County Court Judgments (CCJs) Numbers Soar as Smaller Debts Go to Court
Press Release 15 May 2017
CCJs Numbers Soar as Smaller Debts Go to Court
The number of county court judgments (CCJs) against consumers in England and Wales rose to the highest level in over a decade during the first quarter of the year, according to figures released by Registry Trust. A judgment is incontrovertible proof that debt has not been managed.
In Q1 2017, there were 298,901 debt judgments registered against consumers in England and Wales. Rising 35 percent on the same period last year, it is the highest figure for a single quarter in over a decade.
For every 1,000 people in England and Wales, 5.16 received a judgment, compared with 3.85 the year before.
The average value of a consumer CCJ fell for the eighth consecutive year, decreasing 17 percent on Q1 2016 to a historic low of £1,495. By comparison the average value of a judgment in Q1 2008 stood at £3,662.
The number of judgments marked as satisfied during the first three months of 2017 was 11.83 percent. This contrasts with the 13.33 percent satisfied in the first quarter of 2016.
In the High Court, only 35 judgments were registered against consumers in Q1 2017, the lowest total number for a single quarter on record. The average value of a consumer judgment in the High Court fell 44 percent year on year to £446,308.
The total value of debt judgments against consumers in all courts in England and Wales during the first quarter of 2017 was £462.5m.
“People who don’t pay their debts are increasingly likely to be taken to court,” said Registry Trust chairman Malcolm Hurlston CBE. “CCJs can seriously damage credit ratings and good lenders rightly avoid people who have shown they can’t manage debt. This may seem like bad news on the surface but judgments for smaller sums are protective for the people concerned.”
In Q1 2017 Registry Trust received 53,340 requests to search the register for England and Wales online at www.trustonline.org.uk. TrustOnline allows anyone to search for judgments and similar information registered against consumers and businesses in any jurisdiction across the British Isles and Ireland. “It is a unique benefit for consumers to be able to check the debt record of any person or business with which they may be transacting. Our registers cover not just England and Wales but the British Isles and Ireland,” said Mr Hurlston. “Negative information on any of the registers give pause for thought.”

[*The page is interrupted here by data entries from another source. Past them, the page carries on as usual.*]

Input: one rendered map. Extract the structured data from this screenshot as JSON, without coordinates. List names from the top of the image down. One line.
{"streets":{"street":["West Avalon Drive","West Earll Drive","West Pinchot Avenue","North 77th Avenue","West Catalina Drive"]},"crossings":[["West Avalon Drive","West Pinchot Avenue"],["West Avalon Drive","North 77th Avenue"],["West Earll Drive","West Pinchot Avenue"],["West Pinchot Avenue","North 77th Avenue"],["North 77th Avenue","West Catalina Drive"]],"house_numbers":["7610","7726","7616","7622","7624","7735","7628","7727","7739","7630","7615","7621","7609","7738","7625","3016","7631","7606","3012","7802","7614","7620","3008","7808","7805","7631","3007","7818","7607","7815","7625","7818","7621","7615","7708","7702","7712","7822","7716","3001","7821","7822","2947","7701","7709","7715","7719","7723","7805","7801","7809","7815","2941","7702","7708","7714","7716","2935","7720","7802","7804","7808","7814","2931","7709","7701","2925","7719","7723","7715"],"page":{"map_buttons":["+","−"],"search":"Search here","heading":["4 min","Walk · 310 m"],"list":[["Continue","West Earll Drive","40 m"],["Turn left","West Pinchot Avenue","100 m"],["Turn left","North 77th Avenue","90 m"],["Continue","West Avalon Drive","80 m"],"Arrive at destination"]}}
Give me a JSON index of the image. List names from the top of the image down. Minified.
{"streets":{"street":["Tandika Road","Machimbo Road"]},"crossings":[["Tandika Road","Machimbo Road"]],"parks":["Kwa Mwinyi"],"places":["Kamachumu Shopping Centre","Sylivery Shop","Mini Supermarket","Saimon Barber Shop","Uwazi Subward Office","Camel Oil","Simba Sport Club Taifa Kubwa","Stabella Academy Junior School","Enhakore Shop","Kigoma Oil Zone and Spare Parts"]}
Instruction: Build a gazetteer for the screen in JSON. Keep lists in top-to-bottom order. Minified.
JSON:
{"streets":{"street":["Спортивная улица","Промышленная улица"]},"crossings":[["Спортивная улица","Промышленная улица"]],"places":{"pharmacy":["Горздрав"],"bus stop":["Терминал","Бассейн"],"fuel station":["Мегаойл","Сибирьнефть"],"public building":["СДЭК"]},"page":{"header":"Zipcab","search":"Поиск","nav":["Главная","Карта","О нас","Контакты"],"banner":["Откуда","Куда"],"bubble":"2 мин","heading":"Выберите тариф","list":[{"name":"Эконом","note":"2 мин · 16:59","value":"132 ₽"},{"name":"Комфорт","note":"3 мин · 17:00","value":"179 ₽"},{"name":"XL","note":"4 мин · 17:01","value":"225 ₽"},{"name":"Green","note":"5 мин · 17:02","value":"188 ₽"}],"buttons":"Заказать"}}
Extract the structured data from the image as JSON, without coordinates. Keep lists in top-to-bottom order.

County Court Judgments (CCJs) against consumers Q1 2017 (compared with Q1 2016)
- Total: 298,901 (up 35 percent)
- Value: £447m (up 13 percent)
- Average: £1,495 (down 17 percent)
High Court judgments against consumers Q1 2017
- Total: 35 (down 26 percent)
- Value: £15.6m (down 58 percent)
- Average: £446,308 (down 44 percent)
Notes for editors
Registry Trust is the Registrar for Judgments, Orders and Fines in England and Wales on behalf of the Ministry of Justice. As a mission led company it was established in 1985 in order to operate, not-for-profit and in the public interest, what was at the time the Registry of County Court Judgments on behalf of the Department of Constitutional Affairs. It maintains public records of judgment and decree information for most jurisdictions in the British Isles and Ireland. These records are an important factor in avoiding debt and in supporting responsible lending decisions, which in turn underpin a modern and stable economy.
The Register for England and Wales includes county court judgments, high court judgments, CSA liability orders, fine defaults and tribunal awards.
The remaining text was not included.